**Task requirements:**
Set down exactly the lines below, from the one containing "Convert the picture" through the final line, and include no others.

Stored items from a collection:
________________
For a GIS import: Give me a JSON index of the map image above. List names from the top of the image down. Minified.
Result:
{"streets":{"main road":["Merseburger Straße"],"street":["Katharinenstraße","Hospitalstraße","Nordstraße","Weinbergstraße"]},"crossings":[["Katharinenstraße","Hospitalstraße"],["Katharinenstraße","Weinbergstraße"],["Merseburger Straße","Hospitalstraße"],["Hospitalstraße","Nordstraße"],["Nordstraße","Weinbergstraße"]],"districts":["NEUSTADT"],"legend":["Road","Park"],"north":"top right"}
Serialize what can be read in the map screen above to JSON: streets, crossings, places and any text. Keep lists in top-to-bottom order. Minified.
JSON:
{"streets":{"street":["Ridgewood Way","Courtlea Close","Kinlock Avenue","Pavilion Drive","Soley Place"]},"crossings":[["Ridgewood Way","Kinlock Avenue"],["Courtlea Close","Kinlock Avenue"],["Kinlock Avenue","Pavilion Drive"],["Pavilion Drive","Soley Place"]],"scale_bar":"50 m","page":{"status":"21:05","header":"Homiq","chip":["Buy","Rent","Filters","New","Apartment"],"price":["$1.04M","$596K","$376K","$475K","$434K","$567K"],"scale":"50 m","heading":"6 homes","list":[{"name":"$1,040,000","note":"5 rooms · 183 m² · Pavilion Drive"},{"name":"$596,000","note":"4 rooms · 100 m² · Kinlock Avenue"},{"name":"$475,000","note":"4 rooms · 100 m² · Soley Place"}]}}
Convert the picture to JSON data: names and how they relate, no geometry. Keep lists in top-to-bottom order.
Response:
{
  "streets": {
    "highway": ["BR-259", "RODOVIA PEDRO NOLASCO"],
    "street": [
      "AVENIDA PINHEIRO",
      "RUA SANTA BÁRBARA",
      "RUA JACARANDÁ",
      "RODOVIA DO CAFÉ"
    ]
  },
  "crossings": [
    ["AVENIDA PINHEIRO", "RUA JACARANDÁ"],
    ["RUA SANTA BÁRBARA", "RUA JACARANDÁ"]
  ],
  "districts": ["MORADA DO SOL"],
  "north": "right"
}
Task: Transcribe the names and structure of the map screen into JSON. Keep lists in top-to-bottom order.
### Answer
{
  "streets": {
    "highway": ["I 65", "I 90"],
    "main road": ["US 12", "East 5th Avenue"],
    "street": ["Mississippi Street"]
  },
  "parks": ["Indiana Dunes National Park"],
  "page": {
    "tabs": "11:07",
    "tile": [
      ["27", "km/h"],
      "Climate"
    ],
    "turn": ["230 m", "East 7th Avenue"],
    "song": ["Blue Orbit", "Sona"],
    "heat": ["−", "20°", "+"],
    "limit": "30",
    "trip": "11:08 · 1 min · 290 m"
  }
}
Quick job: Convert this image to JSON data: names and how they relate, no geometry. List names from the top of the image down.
________________
**The answer:**
Convert the picture to JSON data: names and how they relate, no geometry. Keep lists in top-to-bottom order.
Response:
{
  "streets": {
    "highway": ["BR-259", "RODOVIA PEDRO NOLASCO"],
    "street": [
      "AVENIDA PINHEIRO",
      "RUA SANTA BÁRBARA",
      "RUA JACARANDÁ",
      "RODOVIA DO CAFÉ"
    ]
  },
  "crossings": [
    ["AVENIDA PINHEIRO", "RUA JACARANDÁ"],
    ["RUA SANTA BÁRBARA", "RUA JACARANDÁ"]
  ],
  "districts": ["MORADA DO SOL"],
  "north": "right"
}
Task: Transcribe the names and structure of the map screen into JSON. Keep lists in top-to-bottom order.
### Answer
{
  "streets": {
    "highway": ["I 65", "I 90"],
    "main road": ["US 12", "East 5th Avenue"],
    "street": ["Mississippi Street"]
  },
  "parks": ["Indiana Dunes National Park"],
  "page": {
    "tabs": "11:07",
    "tile": [
      ["27", "km/h"],
      "Climate"
    ],
    "turn": ["230 m", "East 7th Avenue"],
    "song": ["Blue Orbit", "Sona"],
    "heat": ["−", "20°", "+"],
    "limit": "30",
    "trip": "11:08 · 1 min · 290 m"
  }
}
Quick job: Convert this image to JSON data: names and how they relate, no geometry. List names from the top of the image down.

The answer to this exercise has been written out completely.